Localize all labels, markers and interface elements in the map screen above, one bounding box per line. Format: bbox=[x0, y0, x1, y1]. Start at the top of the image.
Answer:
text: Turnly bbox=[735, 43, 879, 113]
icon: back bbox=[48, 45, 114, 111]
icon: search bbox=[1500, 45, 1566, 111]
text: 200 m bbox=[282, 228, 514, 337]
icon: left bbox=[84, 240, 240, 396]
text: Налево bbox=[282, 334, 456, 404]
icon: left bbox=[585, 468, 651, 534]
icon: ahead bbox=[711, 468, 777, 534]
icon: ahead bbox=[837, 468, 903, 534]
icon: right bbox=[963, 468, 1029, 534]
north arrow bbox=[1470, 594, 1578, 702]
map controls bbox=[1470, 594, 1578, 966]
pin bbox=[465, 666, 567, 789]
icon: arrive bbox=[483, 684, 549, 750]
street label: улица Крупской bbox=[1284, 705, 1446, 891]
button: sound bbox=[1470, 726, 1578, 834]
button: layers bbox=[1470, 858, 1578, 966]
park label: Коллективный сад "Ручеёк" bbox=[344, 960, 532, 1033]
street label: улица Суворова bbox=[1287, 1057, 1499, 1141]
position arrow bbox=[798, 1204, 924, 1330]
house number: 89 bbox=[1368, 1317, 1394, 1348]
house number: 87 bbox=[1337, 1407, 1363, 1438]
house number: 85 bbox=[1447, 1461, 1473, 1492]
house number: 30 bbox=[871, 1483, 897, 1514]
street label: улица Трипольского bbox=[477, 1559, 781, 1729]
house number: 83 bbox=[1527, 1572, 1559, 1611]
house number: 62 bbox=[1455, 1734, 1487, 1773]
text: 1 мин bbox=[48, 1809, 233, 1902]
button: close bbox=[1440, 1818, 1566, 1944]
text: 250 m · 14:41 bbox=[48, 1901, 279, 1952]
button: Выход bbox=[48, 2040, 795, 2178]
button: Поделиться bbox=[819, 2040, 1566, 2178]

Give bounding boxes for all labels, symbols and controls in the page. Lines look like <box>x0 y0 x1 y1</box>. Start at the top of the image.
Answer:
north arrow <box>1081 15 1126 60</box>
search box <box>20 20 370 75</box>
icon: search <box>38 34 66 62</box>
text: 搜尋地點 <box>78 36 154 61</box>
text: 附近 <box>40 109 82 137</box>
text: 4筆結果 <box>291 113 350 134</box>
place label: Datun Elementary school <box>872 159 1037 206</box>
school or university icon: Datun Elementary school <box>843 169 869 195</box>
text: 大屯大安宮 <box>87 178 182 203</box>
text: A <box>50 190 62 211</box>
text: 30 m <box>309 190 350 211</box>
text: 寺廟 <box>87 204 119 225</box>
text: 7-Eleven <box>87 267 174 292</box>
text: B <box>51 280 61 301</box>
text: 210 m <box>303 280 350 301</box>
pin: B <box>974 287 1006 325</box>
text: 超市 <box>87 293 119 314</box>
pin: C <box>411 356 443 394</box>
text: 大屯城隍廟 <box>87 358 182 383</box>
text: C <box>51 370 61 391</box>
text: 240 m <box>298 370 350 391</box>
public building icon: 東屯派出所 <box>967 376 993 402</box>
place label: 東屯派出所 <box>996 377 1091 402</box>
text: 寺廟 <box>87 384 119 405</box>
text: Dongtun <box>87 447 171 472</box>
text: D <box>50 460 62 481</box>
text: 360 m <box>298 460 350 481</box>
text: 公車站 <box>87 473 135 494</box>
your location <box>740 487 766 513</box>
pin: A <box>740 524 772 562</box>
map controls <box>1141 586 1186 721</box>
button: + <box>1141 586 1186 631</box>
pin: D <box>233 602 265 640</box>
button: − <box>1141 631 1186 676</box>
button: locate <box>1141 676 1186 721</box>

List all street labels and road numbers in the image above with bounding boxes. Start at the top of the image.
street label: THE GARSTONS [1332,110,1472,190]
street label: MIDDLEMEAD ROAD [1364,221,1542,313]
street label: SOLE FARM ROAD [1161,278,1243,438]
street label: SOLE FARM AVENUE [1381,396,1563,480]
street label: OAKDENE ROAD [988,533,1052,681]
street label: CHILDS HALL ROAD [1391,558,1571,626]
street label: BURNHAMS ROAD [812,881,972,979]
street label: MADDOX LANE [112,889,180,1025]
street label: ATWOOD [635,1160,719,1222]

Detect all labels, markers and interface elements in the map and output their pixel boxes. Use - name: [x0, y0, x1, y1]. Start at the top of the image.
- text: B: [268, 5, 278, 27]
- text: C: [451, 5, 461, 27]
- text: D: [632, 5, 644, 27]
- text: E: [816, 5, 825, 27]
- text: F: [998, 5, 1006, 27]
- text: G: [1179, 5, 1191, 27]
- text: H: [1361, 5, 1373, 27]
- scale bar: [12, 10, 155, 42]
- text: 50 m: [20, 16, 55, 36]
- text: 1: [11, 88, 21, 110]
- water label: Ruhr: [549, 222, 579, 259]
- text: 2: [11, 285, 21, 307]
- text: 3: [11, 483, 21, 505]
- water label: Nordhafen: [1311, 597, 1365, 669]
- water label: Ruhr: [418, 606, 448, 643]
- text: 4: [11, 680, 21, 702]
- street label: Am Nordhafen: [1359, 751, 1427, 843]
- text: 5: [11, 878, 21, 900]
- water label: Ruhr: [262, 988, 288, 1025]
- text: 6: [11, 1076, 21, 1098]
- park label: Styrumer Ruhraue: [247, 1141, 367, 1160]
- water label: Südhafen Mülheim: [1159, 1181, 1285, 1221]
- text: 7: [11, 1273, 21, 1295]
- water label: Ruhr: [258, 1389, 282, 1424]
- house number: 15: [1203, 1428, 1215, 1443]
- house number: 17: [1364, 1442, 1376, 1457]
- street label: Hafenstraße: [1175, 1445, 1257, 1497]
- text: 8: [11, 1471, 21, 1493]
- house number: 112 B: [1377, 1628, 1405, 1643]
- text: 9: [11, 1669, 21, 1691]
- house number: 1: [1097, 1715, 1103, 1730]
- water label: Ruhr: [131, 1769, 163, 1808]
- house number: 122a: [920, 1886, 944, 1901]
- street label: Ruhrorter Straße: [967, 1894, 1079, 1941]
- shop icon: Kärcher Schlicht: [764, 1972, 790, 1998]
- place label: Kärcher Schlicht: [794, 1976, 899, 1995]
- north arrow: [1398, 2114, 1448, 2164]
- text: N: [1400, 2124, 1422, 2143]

- - -

• [Description of the task] Give back each record exactly, from the first line through the last.

• [Task result]
Localize all labels, markers and interface elements in the map screen above, one bounding box per line. Format: bbox=[x0, y0, x1, y1]. Start at the top of the image.
Answer:
text: Turnly bbox=[735, 43, 879, 113]
icon: back bbox=[48, 45, 114, 111]
icon: search bbox=[1500, 45, 1566, 111]
text: 200 m bbox=[282, 228, 514, 337]
icon: left bbox=[84, 240, 240, 396]
text: Налево bbox=[282, 334, 456, 404]
icon: left bbox=[585, 468, 651, 534]
icon: ahead bbox=[711, 468, 777, 534]
icon: ahead bbox=[837, 468, 903, 534]
icon: right bbox=[963, 468, 1029, 534]
north arrow bbox=[1470, 594, 1578, 702]
map controls bbox=[1470, 594, 1578, 966]
pin bbox=[465, 666, 567, 789]
icon: arrive bbox=[483, 684, 549, 750]
street label: улица Крупской bbox=[1284, 705, 1446, 891]
button: sound bbox=[1470, 726, 1578, 834]
button: layers bbox=[1470, 858, 1578, 966]
park label: Коллективный сад "Ручеёк" bbox=[344, 960, 532, 1033]
street label: улица Суворова bbox=[1287, 1057, 1499, 1141]
position arrow bbox=[798, 1204, 924, 1330]
house number: 89 bbox=[1368, 1317, 1394, 1348]
house number: 87 bbox=[1337, 1407, 1363, 1438]
house number: 85 bbox=[1447, 1461, 1473, 1492]
house number: 30 bbox=[871, 1483, 897, 1514]
street label: улица Трипольского bbox=[477, 1559, 781, 1729]
house number: 83 bbox=[1527, 1572, 1559, 1611]
house number: 62 bbox=[1455, 1734, 1487, 1773]
text: 1 мин bbox=[48, 1809, 233, 1902]
button: close bbox=[1440, 1818, 1566, 1944]
text: 250 m · 14:41 bbox=[48, 1901, 279, 1952]
button: Выход bbox=[48, 2040, 795, 2178]
button: Поделиться bbox=[819, 2040, 1566, 2178]

Give bounding boxes for all labels, symbols and controls in the page. Lines look like <box>x0 y0 x1 y1</box>. Start at the top of the image.
Answer:
north arrow <box>1081 15 1126 60</box>
search box <box>20 20 370 75</box>
icon: search <box>38 34 66 62</box>
text: 搜尋地點 <box>78 36 154 61</box>
text: 附近 <box>40 109 82 137</box>
text: 4筆結果 <box>291 113 350 134</box>
place label: Datun Elementary school <box>872 159 1037 206</box>
school or university icon: Datun Elementary school <box>843 169 869 195</box>
text: 大屯大安宮 <box>87 178 182 203</box>
text: A <box>50 190 62 211</box>
text: 30 m <box>309 190 350 211</box>
text: 寺廟 <box>87 204 119 225</box>
text: 7-Eleven <box>87 267 174 292</box>
text: B <box>51 280 61 301</box>
text: 210 m <box>303 280 350 301</box>
pin: B <box>974 287 1006 325</box>
text: 超市 <box>87 293 119 314</box>
pin: C <box>411 356 443 394</box>
text: 大屯城隍廟 <box>87 358 182 383</box>
text: C <box>51 370 61 391</box>
text: 240 m <box>298 370 350 391</box>
public building icon: 東屯派出所 <box>967 376 993 402</box>
place label: 東屯派出所 <box>996 377 1091 402</box>
text: 寺廟 <box>87 384 119 405</box>
text: Dongtun <box>87 447 171 472</box>
text: D <box>50 460 62 481</box>
text: 360 m <box>298 460 350 481</box>
text: 公車站 <box>87 473 135 494</box>
your location <box>740 487 766 513</box>
pin: A <box>740 524 772 562</box>
map controls <box>1141 586 1186 721</box>
button: + <box>1141 586 1186 631</box>
pin: D <box>233 602 265 640</box>
button: − <box>1141 631 1186 676</box>
button: locate <box>1141 676 1186 721</box>

List all street labels and road numbers in the image above with bounding boxes. Start at the top of the image.
street label: THE GARSTONS [1332,110,1472,190]
street label: MIDDLEMEAD ROAD [1364,221,1542,313]
street label: SOLE FARM ROAD [1161,278,1243,438]
street label: SOLE FARM AVENUE [1381,396,1563,480]
street label: OAKDENE ROAD [988,533,1052,681]
street label: CHILDS HALL ROAD [1391,558,1571,626]
street label: BURNHAMS ROAD [812,881,972,979]
street label: MADDOX LANE [112,889,180,1025]
street label: ATWOOD [635,1160,719,1222]

Detect all labels, markers and interface elements in the map and output their pixel boxes. Use - name: [x0, y0, x1, y1]. Start at the top of the image.
- text: B: [268, 5, 278, 27]
- text: C: [451, 5, 461, 27]
- text: D: [632, 5, 644, 27]
- text: E: [816, 5, 825, 27]
- text: F: [998, 5, 1006, 27]
- text: G: [1179, 5, 1191, 27]
- text: H: [1361, 5, 1373, 27]
- scale bar: [12, 10, 155, 42]
- text: 50 m: [20, 16, 55, 36]
- text: 1: [11, 88, 21, 110]
- water label: Ruhr: [549, 222, 579, 259]
- text: 2: [11, 285, 21, 307]
- text: 3: [11, 483, 21, 505]
- water label: Nordhafen: [1311, 597, 1365, 669]
- water label: Ruhr: [418, 606, 448, 643]
- text: 4: [11, 680, 21, 702]
- street label: Am Nordhafen: [1359, 751, 1427, 843]
- text: 5: [11, 878, 21, 900]
- water label: Ruhr: [262, 988, 288, 1025]
- text: 6: [11, 1076, 21, 1098]
- park label: Styrumer Ruhraue: [247, 1141, 367, 1160]
- water label: Südhafen Mülheim: [1159, 1181, 1285, 1221]
- text: 7: [11, 1273, 21, 1295]
- water label: Ruhr: [258, 1389, 282, 1424]
- house number: 15: [1203, 1428, 1215, 1443]
- house number: 17: [1364, 1442, 1376, 1457]
- street label: Hafenstraße: [1175, 1445, 1257, 1497]
- text: 8: [11, 1471, 21, 1493]
- house number: 112 B: [1377, 1628, 1405, 1643]
- text: 9: [11, 1669, 21, 1691]
- house number: 1: [1097, 1715, 1103, 1730]
- water label: Ruhr: [131, 1769, 163, 1808]
- house number: 122a: [920, 1886, 944, 1901]
- street label: Ruhrorter Straße: [967, 1894, 1079, 1941]
- shop icon: Kärcher Schlicht: [764, 1972, 790, 1998]
- place label: Kärcher Schlicht: [794, 1976, 899, 1995]
- north arrow: [1398, 2114, 1448, 2164]
- text: N: [1400, 2124, 1422, 2143]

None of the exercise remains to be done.